§ YOUR OBJECTIVE:
Report only how many lines of the records contain the word "frame".
--------------------
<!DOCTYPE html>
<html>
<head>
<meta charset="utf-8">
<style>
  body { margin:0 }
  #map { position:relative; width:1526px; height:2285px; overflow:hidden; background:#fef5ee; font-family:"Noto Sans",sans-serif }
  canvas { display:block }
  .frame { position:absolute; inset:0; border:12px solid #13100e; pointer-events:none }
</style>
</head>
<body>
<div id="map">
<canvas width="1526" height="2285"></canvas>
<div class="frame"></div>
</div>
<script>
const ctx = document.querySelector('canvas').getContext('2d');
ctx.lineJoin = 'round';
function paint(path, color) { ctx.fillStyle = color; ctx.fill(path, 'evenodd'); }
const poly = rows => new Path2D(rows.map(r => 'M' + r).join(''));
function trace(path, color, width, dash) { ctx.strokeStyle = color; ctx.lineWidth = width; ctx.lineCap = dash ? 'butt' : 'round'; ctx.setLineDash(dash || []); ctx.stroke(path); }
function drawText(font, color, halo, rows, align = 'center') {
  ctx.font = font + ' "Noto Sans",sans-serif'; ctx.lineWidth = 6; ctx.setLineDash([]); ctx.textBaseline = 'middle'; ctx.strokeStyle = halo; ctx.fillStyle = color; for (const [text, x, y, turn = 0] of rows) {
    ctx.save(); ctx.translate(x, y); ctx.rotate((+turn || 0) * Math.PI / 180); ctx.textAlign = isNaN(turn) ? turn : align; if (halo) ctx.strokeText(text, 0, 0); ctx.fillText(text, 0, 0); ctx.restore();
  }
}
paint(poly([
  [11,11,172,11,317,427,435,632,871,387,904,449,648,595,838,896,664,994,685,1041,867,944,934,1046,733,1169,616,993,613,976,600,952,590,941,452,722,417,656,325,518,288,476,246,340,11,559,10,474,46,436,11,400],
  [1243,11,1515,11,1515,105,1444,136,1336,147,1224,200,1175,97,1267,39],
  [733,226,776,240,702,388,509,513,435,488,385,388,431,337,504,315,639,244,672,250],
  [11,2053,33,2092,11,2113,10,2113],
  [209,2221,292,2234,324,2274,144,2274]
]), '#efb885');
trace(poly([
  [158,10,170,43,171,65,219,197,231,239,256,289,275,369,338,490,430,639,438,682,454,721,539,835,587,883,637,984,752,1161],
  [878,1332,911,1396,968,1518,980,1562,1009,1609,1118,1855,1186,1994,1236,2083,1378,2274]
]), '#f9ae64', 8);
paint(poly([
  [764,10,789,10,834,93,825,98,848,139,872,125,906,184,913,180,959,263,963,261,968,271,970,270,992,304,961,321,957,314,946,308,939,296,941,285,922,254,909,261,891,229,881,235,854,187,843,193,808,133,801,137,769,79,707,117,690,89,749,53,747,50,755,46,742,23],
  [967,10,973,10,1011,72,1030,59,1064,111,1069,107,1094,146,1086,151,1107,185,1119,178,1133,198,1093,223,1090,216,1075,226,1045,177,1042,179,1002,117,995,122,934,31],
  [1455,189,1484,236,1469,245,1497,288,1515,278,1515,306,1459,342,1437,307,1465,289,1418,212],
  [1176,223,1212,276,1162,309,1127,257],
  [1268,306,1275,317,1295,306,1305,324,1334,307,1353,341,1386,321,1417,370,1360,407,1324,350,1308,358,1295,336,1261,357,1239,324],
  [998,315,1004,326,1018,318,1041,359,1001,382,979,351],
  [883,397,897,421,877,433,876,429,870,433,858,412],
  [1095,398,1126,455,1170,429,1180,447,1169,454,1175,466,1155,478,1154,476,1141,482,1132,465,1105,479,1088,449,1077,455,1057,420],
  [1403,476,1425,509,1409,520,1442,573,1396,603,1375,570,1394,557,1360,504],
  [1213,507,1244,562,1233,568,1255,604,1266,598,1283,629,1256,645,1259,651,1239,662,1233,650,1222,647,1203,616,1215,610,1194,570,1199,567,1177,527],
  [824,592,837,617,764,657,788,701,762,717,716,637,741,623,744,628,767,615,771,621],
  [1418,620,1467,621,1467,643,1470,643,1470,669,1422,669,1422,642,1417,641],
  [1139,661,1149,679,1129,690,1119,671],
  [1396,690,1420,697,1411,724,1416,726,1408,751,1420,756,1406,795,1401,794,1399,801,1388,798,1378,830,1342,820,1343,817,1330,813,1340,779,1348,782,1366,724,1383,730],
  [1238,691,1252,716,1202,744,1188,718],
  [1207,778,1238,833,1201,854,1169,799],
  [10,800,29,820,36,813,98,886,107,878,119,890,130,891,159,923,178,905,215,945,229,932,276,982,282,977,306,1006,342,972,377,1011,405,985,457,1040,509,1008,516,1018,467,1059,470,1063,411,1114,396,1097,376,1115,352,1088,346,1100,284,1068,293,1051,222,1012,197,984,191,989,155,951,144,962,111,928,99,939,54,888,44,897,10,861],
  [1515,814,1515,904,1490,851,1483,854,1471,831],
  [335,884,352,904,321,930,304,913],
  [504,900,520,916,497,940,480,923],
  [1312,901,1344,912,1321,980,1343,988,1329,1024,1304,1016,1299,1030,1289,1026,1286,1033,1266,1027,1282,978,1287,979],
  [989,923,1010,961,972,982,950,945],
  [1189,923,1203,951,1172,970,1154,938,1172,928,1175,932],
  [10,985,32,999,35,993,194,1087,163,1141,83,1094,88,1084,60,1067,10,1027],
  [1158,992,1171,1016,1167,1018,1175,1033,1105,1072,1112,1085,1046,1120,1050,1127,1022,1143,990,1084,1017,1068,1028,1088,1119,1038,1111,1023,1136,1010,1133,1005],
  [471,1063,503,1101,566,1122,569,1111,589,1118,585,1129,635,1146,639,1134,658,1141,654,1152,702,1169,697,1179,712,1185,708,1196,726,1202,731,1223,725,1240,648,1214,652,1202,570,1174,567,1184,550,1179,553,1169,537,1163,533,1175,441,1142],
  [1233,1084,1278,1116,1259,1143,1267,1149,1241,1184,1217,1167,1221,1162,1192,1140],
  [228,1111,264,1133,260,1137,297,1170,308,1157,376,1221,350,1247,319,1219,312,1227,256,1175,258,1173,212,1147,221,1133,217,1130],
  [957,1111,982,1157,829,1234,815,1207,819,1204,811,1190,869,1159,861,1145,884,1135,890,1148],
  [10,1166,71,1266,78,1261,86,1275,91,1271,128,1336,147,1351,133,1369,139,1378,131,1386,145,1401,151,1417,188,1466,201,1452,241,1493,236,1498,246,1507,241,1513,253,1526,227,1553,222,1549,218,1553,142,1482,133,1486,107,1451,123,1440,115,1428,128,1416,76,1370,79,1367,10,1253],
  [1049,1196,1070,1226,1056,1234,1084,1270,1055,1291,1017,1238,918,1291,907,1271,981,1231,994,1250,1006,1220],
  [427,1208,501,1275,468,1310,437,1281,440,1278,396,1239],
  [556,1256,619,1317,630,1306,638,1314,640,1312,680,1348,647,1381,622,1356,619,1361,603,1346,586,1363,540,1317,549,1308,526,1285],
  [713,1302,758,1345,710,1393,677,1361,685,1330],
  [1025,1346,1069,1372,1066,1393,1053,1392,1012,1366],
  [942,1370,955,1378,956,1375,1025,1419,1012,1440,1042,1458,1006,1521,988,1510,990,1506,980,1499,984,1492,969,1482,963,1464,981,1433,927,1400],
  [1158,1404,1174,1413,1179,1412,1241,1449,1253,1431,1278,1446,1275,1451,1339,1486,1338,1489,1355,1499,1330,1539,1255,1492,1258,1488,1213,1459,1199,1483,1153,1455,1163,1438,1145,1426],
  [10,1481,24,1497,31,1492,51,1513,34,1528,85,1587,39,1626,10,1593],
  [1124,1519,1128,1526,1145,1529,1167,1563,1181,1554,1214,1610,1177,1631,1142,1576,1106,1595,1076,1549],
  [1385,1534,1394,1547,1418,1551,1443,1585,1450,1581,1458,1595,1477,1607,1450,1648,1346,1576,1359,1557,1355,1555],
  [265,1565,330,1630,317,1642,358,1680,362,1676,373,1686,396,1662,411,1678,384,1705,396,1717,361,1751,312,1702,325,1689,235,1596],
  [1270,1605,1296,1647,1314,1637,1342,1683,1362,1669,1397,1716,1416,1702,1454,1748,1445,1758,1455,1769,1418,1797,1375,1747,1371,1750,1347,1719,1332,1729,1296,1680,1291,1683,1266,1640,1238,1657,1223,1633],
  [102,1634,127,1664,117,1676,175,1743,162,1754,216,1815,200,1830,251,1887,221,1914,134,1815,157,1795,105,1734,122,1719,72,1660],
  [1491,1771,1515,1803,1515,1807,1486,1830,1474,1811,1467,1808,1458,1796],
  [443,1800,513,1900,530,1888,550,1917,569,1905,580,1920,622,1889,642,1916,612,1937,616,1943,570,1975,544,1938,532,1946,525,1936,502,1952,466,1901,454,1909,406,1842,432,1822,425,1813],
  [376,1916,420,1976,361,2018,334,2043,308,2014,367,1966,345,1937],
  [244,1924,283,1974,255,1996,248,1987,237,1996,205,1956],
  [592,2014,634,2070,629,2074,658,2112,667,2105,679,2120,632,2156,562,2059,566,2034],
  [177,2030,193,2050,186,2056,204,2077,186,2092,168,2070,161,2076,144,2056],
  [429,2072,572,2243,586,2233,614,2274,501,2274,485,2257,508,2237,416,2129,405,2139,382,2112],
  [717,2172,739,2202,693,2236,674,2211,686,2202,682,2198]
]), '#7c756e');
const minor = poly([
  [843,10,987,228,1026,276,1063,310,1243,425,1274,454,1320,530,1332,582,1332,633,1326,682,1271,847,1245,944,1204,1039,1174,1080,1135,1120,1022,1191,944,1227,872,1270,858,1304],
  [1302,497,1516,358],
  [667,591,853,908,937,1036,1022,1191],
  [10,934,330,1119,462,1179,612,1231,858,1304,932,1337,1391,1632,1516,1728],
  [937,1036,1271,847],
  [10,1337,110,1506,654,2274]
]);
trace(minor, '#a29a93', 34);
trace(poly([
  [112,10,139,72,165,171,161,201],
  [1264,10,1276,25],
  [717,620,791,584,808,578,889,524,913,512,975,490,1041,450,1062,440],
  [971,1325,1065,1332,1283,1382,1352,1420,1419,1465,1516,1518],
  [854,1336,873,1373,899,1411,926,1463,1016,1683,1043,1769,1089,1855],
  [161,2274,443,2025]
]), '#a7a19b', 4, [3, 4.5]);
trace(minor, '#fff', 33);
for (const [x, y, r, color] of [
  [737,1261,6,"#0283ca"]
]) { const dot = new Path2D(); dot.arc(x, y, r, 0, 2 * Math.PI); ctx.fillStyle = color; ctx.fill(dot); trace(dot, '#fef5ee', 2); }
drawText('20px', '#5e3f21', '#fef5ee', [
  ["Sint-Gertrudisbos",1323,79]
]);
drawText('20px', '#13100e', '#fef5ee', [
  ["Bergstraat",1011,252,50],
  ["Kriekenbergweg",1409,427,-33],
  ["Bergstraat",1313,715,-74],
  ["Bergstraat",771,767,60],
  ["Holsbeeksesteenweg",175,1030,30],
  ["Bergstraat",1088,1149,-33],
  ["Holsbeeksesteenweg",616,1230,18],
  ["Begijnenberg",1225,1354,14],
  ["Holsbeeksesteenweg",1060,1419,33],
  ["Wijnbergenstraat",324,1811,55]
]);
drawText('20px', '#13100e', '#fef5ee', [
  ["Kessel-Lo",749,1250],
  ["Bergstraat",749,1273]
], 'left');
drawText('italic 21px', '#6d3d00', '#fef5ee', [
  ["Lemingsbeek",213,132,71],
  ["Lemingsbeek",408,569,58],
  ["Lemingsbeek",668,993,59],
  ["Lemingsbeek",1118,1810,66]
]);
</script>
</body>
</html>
--------------------
§ SOLVED EXERCISE:
2